Directions for this task: Beginning with the first line, retype exactly the records below up to and including the line with "function paint(path, color)"; pictures do not belong in the copy.

Records supplied:

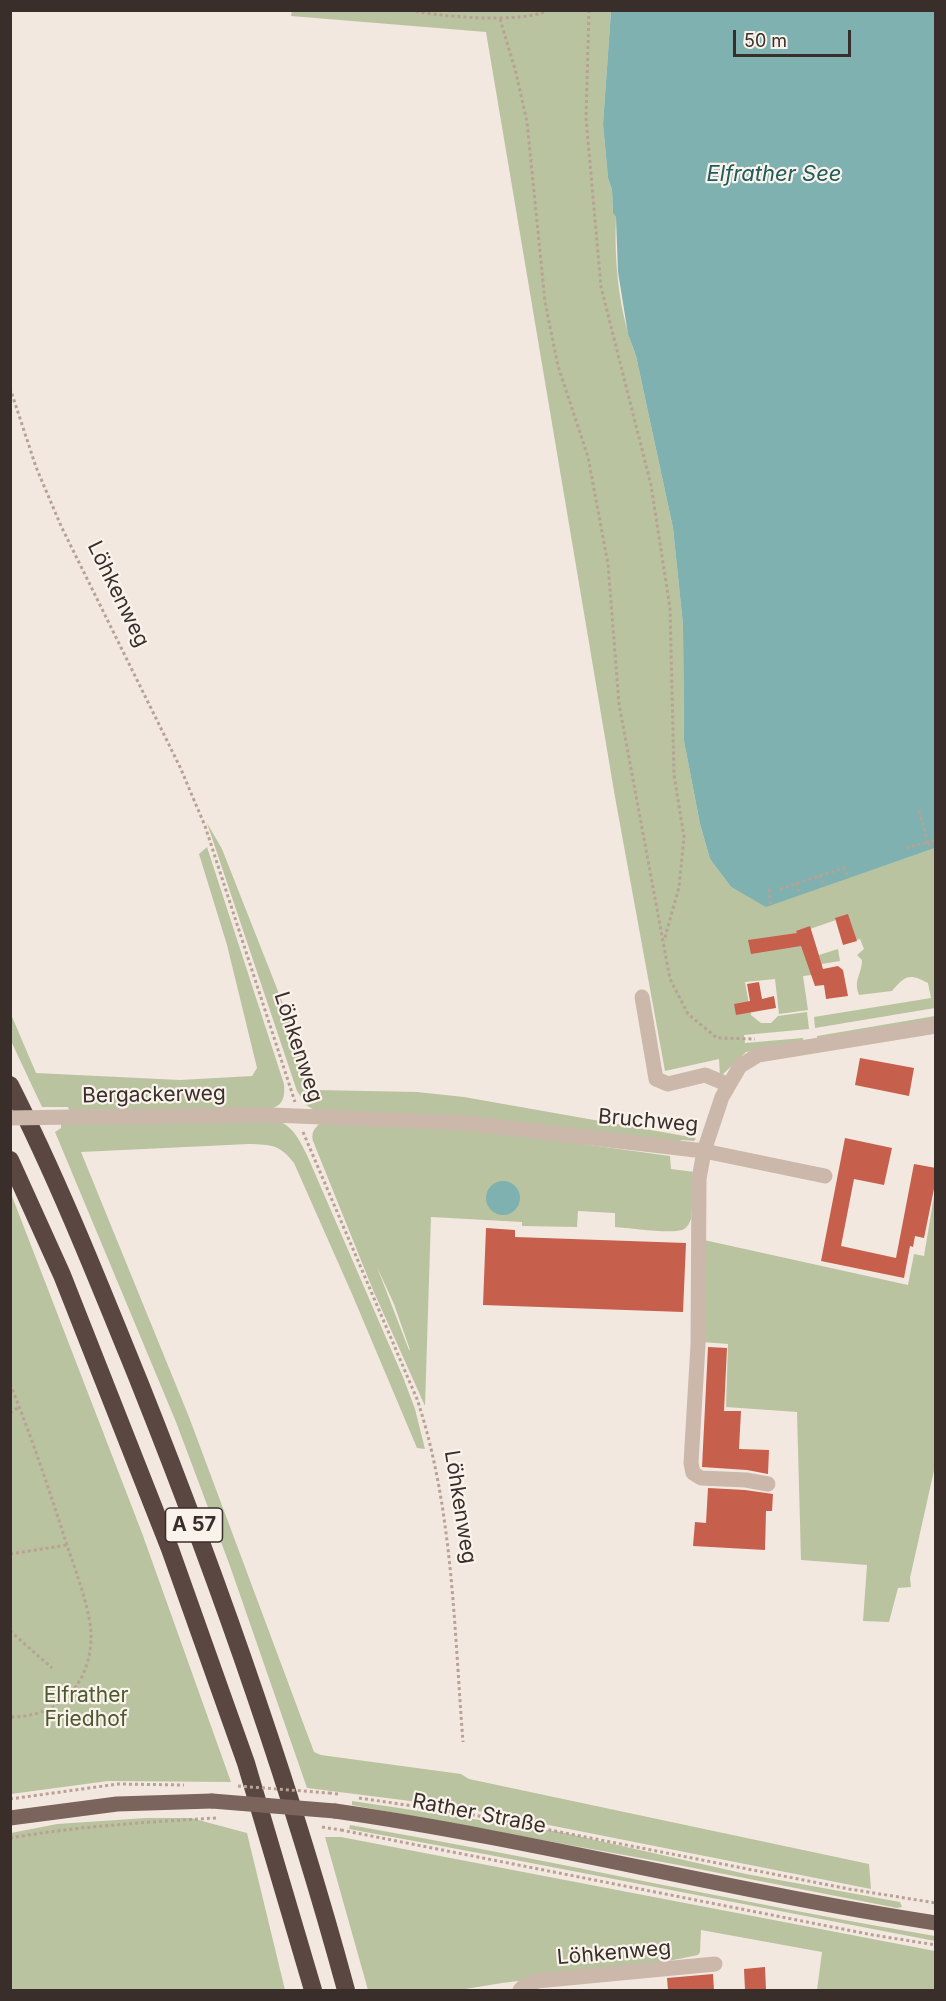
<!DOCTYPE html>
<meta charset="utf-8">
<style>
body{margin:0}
#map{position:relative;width:946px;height:2001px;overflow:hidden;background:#f3e8e0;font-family:Inter,sans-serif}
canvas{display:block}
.frame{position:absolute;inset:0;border:12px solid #3a2e2a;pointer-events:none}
.scale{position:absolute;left:733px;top:30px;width:118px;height:27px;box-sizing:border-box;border:3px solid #3a2e2a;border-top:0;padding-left:8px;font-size:18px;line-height:21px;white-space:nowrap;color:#3a2e2a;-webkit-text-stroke:4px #faf3ec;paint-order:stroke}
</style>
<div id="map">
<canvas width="946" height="2001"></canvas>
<div class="frame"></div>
<div class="scale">50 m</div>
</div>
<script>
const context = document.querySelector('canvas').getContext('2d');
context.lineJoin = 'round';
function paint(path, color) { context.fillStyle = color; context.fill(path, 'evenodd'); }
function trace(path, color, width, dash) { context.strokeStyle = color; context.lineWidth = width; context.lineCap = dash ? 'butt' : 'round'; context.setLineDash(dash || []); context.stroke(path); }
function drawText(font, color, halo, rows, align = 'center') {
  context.font = font + ' Inter,sans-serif'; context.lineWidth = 4.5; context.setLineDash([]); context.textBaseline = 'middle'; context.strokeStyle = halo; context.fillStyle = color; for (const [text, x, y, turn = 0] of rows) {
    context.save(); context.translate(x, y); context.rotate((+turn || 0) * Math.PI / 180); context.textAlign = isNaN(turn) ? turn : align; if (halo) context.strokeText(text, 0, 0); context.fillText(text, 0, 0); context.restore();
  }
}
const green = new Path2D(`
 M292 10 611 11 603 124 608 178 612 190 613 213 616 217C614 263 619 313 636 356L673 528 683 625 684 741 700 824 710 859 731 887 766 906 935 848V1008L815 1028 814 1017 931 998 928 983C910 973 905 975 892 991L859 995C853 980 862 974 862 960L857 955 864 949 860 939 845 943 836 920 810 929 819 955 838 949 840 961 822 964V970L819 974 803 976 808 1010 779 1014 775 979 745 982 751 1015 761 1023H771L778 1016 807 1012 809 1029 744 1035 745 1043 803 1038 804 1045 746 1052 720 1077 719 1059 665 1071 615 797 486 32 291 16Z
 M207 823 222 849 317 1090 417 1092 464 1097 696 1138 694 1141 682 1140 675 1143 314 1110 306 1105 297 1091Z
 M207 847 284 1084C285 1098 283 1106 269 1109L69 1110 68 1107H42L11 1041 10 1012 36 1073 180 1080 252 1076 257 1068 227 945 199 854Z
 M935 1016V1023L818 1043 817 1036Z
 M276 1120C293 1126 299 1139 307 1155L403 1377 415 1409 425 1449 417 1448 352 1294 294 1163C279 1144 272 1145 249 1144L81 1152 189 1417 314 1752 321 1755 461 1774 469 1779 869 1864 871 1889 458 1807 307 1788 230 1566 176 1422 55 1132 61 1128V1123Z
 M320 1123 474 1129 670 1156 671 1169 695 1172 691 1219C689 1224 687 1228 682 1230 669 1234 630 1228 615 1227V1213L578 1211 577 1227 522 1226V1222L431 1217 425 1406 373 1290 313 1141C311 1133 314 1129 320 1123ZM377 1267 394 1304 410 1350H409Z
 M935 1190V1466L910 1578 911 1587 898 1588 889 1622 863 1621 867 1565 801 1560 797 1412 726 1407 728 1344 702 1342 704 1240 908 1285 914 1254 924 1256Z
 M10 1191 142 1533 231 1782 108 1781 11 1794Z
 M352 1801 560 1832 746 1874 900 1902 902 1907 897 1908 673 1864 352 1805Z
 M146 1818H191L247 1833 285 1990H11V1833L57 1824Z
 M350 1825C546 1859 740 1903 935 1936V1941L479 1853 349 1829Z
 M325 1837H341L935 1951V1990H817L822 1952 701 1930 700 1952 698 1955 649 1965 502 1983 459 1990H368Z`);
const water = new Path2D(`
 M611 11H935V848L766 907 731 887 710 859 700 824 684 741 683 625 673 528 636 356 628 334 618 272 616 217 613 213 612 190 608 178 603 124Z
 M486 1198a17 17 0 1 1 34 0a17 17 0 1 1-34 0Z`);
const building = new Path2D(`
 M848 914 857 941 843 945 835 918Z
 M810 926 823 969 838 966 843 970 848 996 826 999 824 985 815 986 801 946 751 954 748 940 797 933 796 931Z
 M759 982 762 999 774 996 776 1008 736 1015 734 1004 750 1001 747 984Z
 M860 1058 914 1068 909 1096 855 1085Z
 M845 1138 892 1148 884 1185 854 1179 841 1246 896 1258 914 1164 936 1168V1179L924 1238 915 1236 913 1247 910 1246 904 1278 821 1261Z
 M486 1228 515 1230V1237L686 1243 683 1312 483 1305Z
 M708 1347 727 1348 724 1411H741L739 1449 769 1450 768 1474 747 1470 702 1467Z
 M708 1488 745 1490 773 1494 772 1511H766L765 1550 693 1546 695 1522 706 1523Z
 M765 1967 766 1990H745L744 1969Z
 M713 1974 714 1990H668L667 1978Z`);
const path = new Path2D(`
 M410 10C439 17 523 24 549 10
 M589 10 586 118 601 287 651 485 670 608 674 775 684 837 679 887 664 941
 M500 19 516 73 527 122 545 302 558 366 588 457 608 564 619 704 670 979 688 1014 717 1038 755 1039
 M10 388 36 467 61 526 180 767 205 826 295 1102
 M919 811 928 842 936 840
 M906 848 928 842 931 849
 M820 875 824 886
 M796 883 800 894
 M769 889 771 905
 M780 889 844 868 848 878
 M303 1132 417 1399C453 1507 454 1629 463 1742
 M10 1384C32 1437 50 1493 68 1548 76 1572 93 1617 91 1641 88 1688 57 1717 10 1717
 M10 1413 19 1407
 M10 1554 67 1545
 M10 1631 52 1668
 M329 1793 338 1794
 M359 1798 474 1815 849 1889 936 1903
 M10 1799 118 1784 184 1785
 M341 1830 873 1935 936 1945
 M10 1838C79 1826 147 1822 216 1818`);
const minor = new Path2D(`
 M642 997 656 1079 668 1084 705 1075 729 1085
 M74 1117 272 1115 465 1123 704 1151 722 1097 740 1066 758 1055 936 1026
 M768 1484 746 1480 701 1478 693 1473 691 1463 698 1345 699 1179 704 1151 825 1176
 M520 1990 523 1987 537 1981 715 1964`);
const major = new Path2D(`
 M335 1811C536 1840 734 1892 936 1923
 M10 1818 117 1804 212 1801`);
const highway = new Path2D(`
 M10 1085C59 1182 99 1283 140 1384 219 1582 290 1784 346 1990
 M10 1160 62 1275 170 1549 246 1763 313 1990`);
const pathBridge = new Path2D(`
 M238 1786 329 1793
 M322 1827 341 1830`);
const minorBridge = new Path2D(`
 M10 1118 74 1117`);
const majorBridge = new Path2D(`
 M212 1801 335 1811`);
const shields = [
 [194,1525,57]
];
const shieldNames = [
 ["A 57",194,1525]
];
const streetNames = [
 ["Löhkenweg",118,594,64],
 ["Löhkenweg",298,1047,72],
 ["Bergackerweg",154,1095,-1],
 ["Bruchweg",648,1121,5],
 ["Löhkenweg",460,1507,81],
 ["Rather Straße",479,1814,11],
 ["Löhkenweg",614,1953,-5]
];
const parkNames = [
 ["Elfrather",86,1696],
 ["Friedhof",86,1720]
];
const waterNames = [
 ["Elfrather See",774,174]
];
paint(green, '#bac39f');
paint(water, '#7eb1af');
paint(building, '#c65f4b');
trace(path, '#b8a195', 3, [3, 3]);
trace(minor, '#ccb7ab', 15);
trace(major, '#7b645b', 15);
trace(highway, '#5a4741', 18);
trace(pathBridge, '#b8a195', 3, [3, 3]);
trace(minorBridge, '#ccb7ab', 15);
trace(majorBridge, '#7b645b', 15);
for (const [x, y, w] of shields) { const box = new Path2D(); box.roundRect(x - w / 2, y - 17, w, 34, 4.5); context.fillStyle = '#faf3ec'; context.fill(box); trace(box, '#3a2e2a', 1.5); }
drawText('bold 20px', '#3a2e2a', null, shieldNames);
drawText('21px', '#3a2e2a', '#faf3ec', streetNames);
drawText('21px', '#4c582e', '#faf3ec', parkNames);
drawText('italic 22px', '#1f5c5b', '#faf3ec', waterNames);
</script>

Task result:
<!DOCTYPE html>
<meta charset="utf-8">
<style>
body{margin:0}
#map{position:relative;width:946px;height:2001px;overflow:hidden;background:#f3e8e0;font-family:Inter,sans-serif}
canvas{display:block}
.frame{position:absolute;inset:0;border:12px solid #3a2e2a;pointer-events:none}
.scale{position:absolute;left:733px;top:30px;width:118px;height:27px;box-sizing:border-box;border:3px solid #3a2e2a;border-top:0;padding-left:8px;font-size:18px;line-height:21px;white-space:nowrap;color:#3a2e2a;-webkit-text-stroke:4px #faf3ec;paint-order:stroke}
</style>
<div id="map">
<canvas width="946" height="2001"></canvas>
<div class="frame"></div>
<div class="scale">50 m</div>
</div>
<script>
const context = document.querySelector('canvas').getContext('2d');
context.lineJoin = 'round';
function paint(path, color) { context.fillStyle = color; context.fill(path, 'evenodd'); }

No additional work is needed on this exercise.